📄Fill missing values in MS Excel data using Python for Excel
On various ocassions, we have data with missing values. This kind of data messes up our analysis or whatever we are working on. Even worse, if this data needs to be exported to a database such as SQL server or MS Access, it will result in a lot of errors. If a field in database is defined as number, and it is blank, it will result in errors during upload process. However, if it null values are allowed and gets uploaded, that is even far worse, because at a later stage, there will be multiple errors during calculations.
There are many ways we can fill the missing data. After introduction of Python for Excel, we can use Python to fill the missing data as well. Filling the missing data using Python is more effecient, specially if an advanced method is used where data is guessed and filled with the most appropriate guess.

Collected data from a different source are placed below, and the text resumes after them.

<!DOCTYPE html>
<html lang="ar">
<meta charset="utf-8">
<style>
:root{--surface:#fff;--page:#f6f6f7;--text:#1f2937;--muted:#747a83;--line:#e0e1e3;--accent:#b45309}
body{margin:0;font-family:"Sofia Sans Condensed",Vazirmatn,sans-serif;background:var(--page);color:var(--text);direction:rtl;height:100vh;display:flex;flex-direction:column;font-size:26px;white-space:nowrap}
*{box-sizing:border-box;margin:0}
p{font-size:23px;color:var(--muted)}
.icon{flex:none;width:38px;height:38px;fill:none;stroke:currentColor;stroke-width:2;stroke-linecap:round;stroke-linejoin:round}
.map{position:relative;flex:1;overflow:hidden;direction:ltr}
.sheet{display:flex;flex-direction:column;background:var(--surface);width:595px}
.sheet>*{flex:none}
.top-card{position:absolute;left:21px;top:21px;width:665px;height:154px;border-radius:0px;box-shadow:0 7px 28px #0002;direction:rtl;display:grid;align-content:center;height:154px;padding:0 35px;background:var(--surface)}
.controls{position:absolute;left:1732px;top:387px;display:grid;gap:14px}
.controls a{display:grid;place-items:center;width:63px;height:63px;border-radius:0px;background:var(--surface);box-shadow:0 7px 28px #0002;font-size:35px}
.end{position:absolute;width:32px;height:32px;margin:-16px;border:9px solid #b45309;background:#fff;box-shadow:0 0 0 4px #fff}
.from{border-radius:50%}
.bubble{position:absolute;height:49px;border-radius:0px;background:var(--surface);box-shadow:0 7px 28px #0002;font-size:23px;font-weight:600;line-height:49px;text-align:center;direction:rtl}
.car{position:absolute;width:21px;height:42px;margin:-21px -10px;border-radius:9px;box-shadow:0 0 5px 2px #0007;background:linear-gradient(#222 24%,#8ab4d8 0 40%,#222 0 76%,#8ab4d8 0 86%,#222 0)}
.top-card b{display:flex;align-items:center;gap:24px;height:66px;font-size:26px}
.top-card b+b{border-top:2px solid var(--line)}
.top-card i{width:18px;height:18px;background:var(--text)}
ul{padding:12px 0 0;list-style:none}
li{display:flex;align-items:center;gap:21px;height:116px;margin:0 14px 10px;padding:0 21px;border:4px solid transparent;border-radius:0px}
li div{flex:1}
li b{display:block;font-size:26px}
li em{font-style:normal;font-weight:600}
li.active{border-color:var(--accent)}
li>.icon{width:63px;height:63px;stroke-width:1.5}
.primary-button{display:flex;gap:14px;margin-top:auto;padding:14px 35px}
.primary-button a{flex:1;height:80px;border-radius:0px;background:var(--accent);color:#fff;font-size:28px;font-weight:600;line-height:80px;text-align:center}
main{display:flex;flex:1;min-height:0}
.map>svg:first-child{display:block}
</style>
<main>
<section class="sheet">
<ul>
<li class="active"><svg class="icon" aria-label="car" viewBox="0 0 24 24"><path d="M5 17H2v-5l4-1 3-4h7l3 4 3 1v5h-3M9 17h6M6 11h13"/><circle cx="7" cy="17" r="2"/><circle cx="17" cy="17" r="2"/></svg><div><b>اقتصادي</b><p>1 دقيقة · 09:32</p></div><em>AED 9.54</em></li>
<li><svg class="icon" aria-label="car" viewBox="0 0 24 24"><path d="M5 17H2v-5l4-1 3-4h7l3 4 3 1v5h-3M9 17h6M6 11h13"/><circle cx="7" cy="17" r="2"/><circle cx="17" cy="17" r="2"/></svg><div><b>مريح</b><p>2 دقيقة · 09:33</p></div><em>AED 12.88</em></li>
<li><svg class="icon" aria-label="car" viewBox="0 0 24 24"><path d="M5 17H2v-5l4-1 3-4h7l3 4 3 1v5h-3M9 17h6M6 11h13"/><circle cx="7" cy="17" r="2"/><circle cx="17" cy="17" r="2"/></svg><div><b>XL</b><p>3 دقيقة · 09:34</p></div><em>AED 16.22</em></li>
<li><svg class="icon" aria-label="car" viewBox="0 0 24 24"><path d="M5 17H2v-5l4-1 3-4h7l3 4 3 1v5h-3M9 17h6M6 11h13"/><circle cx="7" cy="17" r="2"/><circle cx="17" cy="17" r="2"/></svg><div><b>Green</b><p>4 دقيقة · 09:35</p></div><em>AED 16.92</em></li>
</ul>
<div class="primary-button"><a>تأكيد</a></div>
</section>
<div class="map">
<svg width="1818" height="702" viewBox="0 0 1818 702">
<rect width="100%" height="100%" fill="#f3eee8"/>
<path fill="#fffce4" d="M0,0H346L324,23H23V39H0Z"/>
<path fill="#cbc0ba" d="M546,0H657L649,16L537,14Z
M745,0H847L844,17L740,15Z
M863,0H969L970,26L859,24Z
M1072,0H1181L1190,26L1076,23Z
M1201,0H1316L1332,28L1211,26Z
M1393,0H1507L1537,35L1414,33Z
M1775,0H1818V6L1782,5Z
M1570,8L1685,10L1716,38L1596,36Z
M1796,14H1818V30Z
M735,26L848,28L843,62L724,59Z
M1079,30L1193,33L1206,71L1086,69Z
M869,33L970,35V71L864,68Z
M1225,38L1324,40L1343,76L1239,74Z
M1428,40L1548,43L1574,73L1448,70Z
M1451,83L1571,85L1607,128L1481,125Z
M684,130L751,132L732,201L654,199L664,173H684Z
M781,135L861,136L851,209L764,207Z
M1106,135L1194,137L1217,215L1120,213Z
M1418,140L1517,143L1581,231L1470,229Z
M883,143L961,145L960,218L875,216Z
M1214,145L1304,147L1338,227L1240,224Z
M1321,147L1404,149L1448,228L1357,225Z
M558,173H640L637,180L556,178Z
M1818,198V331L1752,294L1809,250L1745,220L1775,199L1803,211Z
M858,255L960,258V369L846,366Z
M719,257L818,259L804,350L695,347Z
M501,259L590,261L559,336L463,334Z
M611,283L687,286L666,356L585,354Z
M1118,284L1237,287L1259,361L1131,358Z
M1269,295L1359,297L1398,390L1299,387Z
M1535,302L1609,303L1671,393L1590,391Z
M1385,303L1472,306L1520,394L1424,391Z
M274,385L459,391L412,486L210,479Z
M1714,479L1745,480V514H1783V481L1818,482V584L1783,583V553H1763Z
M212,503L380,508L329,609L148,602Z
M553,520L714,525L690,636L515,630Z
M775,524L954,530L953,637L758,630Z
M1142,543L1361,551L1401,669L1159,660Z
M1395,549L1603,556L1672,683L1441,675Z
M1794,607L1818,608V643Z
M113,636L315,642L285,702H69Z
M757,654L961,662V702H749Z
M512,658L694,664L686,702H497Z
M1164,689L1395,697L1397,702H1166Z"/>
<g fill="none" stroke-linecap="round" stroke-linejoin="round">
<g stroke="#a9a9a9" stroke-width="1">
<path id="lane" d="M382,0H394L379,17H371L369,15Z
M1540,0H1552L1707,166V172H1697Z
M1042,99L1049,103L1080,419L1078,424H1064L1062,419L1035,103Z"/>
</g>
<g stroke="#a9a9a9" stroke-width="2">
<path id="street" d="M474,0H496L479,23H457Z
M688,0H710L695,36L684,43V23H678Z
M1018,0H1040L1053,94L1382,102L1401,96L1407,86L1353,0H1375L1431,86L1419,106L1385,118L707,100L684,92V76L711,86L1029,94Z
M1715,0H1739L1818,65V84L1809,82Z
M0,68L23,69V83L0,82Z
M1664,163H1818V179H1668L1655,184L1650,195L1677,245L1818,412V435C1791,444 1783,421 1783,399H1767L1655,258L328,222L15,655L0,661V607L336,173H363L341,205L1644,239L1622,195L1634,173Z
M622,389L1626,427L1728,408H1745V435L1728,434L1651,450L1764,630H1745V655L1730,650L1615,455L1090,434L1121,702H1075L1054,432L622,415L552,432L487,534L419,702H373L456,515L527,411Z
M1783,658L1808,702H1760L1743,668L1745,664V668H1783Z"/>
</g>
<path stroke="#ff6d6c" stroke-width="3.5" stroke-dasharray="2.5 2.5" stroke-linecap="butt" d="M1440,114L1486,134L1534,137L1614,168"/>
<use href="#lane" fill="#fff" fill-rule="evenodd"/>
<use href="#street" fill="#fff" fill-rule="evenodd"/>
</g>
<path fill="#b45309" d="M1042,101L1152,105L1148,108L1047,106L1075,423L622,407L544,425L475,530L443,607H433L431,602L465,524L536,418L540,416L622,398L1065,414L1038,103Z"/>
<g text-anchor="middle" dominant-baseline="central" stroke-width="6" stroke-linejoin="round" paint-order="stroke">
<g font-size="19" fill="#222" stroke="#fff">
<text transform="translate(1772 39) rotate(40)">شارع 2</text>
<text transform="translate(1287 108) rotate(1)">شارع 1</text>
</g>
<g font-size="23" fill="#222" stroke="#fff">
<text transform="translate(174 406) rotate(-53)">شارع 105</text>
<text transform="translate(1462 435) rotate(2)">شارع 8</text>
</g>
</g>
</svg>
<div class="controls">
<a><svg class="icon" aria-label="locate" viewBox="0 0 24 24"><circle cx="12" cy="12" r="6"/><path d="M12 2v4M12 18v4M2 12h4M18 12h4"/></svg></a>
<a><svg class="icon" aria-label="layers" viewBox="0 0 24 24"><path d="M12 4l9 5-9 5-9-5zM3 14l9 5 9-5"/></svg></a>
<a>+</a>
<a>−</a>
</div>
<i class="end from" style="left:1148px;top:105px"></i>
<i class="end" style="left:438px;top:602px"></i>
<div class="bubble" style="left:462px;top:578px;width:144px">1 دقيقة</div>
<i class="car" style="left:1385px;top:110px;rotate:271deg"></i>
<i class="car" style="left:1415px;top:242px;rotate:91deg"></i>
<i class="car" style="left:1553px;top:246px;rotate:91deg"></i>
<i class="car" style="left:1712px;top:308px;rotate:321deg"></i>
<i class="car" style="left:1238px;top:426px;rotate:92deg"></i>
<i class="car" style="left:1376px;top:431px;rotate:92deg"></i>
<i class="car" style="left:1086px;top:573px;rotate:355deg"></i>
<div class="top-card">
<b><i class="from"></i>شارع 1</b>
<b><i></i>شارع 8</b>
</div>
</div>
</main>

Suppose we have a data [1,2,N/A,4,5] where `3` is missing. We can either use the dataframe.fillna(0), and fill the missing values with zeros. This will make sure that the data is properly uploaded into a database, and no errors are faced during any calculation. Missing data will have no impact, as it is filled with zeros. Our revised data will be [1,2,0,4,5]. You can fill missing values with any value you want using this function. Just replace `0` with that number.
Another method is to use dataframe.bfill(), which will fill all missing values, with the next value. In that case the revised data will be [1,2,4,4,5]. Or you can use dataframe.ffill(), which will fill all missing values, with the previous value. The revised data will be [1,2,2,4,5]. If the data is in sequence, the missing value should be closer to the one before or after the missing value, which serves the purpose in some cases.
You can also use the dataframe.interpolate() which will accurately guess the missing value in this case and the revised data will be [1,2,3,4,5]. So using python you can use any number of methods for data cleansing and filling up the missing values.